Backstay on course (Fig. 194, V) the sail operates at high angles of attack, at which the lifting force is significantly less than the drag. If you increase the drag, the thrust and drift force will also increase. As the lifting force increases, the thrust increases and the drift force decreases (Fig. 194, G). Consequently, on the backstay course, an increase in both lift and (or) drag increases thrust.

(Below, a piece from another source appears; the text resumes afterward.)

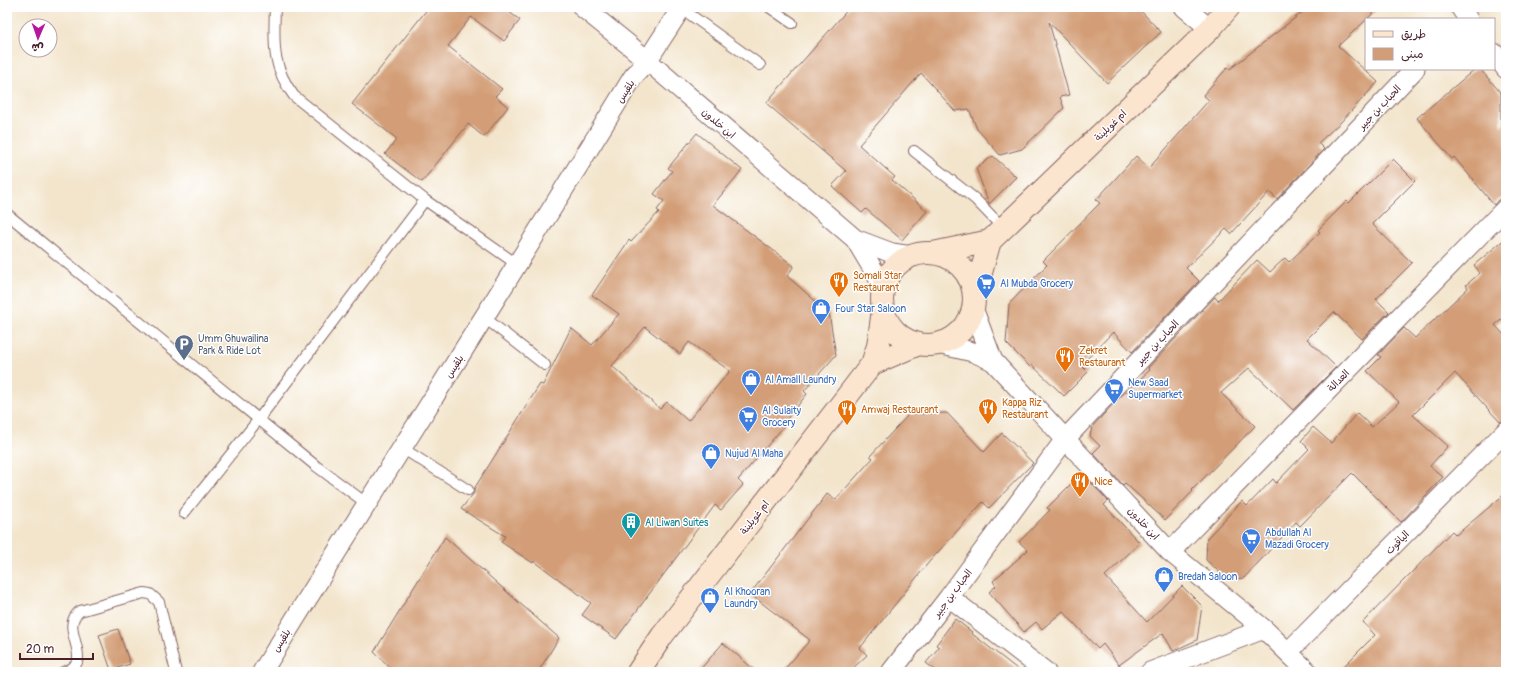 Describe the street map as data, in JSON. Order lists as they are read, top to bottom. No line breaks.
{"streets":{"street":["بلقيس","الحباب بن جبير","ابن خلدون","ام غويلينة","العدالة","الياقوت"]},"crossings":[["بلقيس","ابن خلدون"],["الحباب بن جبير","ابن خلدون"],["ابن خلدون","ام غويلينة"],["ابن خلدون","العدالة"],["ابن خلدون","الياقوت"]],"places":{"restaurant":["Somali Star Restaurant","Zekret Restaurant","Kappa Riz Restaurant","Amwaj Restaurant","Nice"],"supermarket":["Al Mubda Grocery","New Saad Supermarket","Al Sulaity Grocery","Abdullah Al Mazadi Grocery"],"shop":["Four Star Saloon","Al Amall Laundry","Nujud Al Maha","Bredah Saloon","Al Khooran Laundry"],"parking":["Umm Ghuwailina Park & Ride Lot"],"building":["Al Liwan Suites"]},"legend":["طريق","مبنى"],"scale_bar":"20 m","north":"bottom"}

During a gybe course, the angle of attack of the sail is close to 90°, so the lifting force on the sail is zero, and the drag is directed along the axis of motion of the vessel and is the traction force. The drift force is zero. Therefore, on a gybe course, to increase the thrust of the sails, it is advisable to increase their drag. On racing yachts this is done by setting additional sails - a spinnaker and a blooper, which have a large area and a poorly streamlined shape. Note that on a gybe course, the yacht's sails are affected by the apparent wind of minimum speed, which causes relatively moderate forces on the sails.
Drift resistance. As shown above, the force of drift depends on the yacht's course relative to the wind. When sailing close-hauled, it is approximately three times the thrust force T, moving the ship forward; on gulfwind both forces are approximately equal; on a steep backstay, the sail thrust turns out to be 2-3 times greater than the drift force, and on a pure gybe there is no drift force at all. Consequently, in order for a sailboat to successfully move forward on courses from close-hauled to gulfwind (at an angle of 40-90° to the wind), it must have sufficient lateral resistance to drift, much greater than the resistance of the water to the movement of the yacht along the course.
The function of creating resistance to drift on modern sailing ships is mainly performed by fin keels or centerboards and rudders. The mechanics of the generation of lift on a wing with a symmetrical profile, such as keels, centerboards and rudders, was discussed in Chapter II (see page 67). Note that the drift angle of modern yachts - the angle of attack of the keel or centerboard profile - rarely exceeds 5°, therefore, when designing a keel or centerboard, it is necessary to select its optimal dimensions, shape and cross-sectional profile in order to obtain maximum lifting force with minimal drag. at low angles of attack.
Tests of aerodynamic symmetrical airfoils have shown that thicker airfoils (with a larger cross-sectional thickness ratio t to his chord b) provide greater lifting force than thin ones. However, at low speeds such profiles have higher drag. Optimal results on sailing yachts can be achieved with keel thickness t/b= 0.09÷0.12, since the lifting force on such profiles depends little on the speed of the vessel.
The maximum thickness of the profile should be located at a distance of 30 to 40% of the chord from the leading edge of the keel profile. The NACA 664-0 profile also has good qualities with a maximum thickness located at a distance of 50% of the chord from the nose (Fig. 195).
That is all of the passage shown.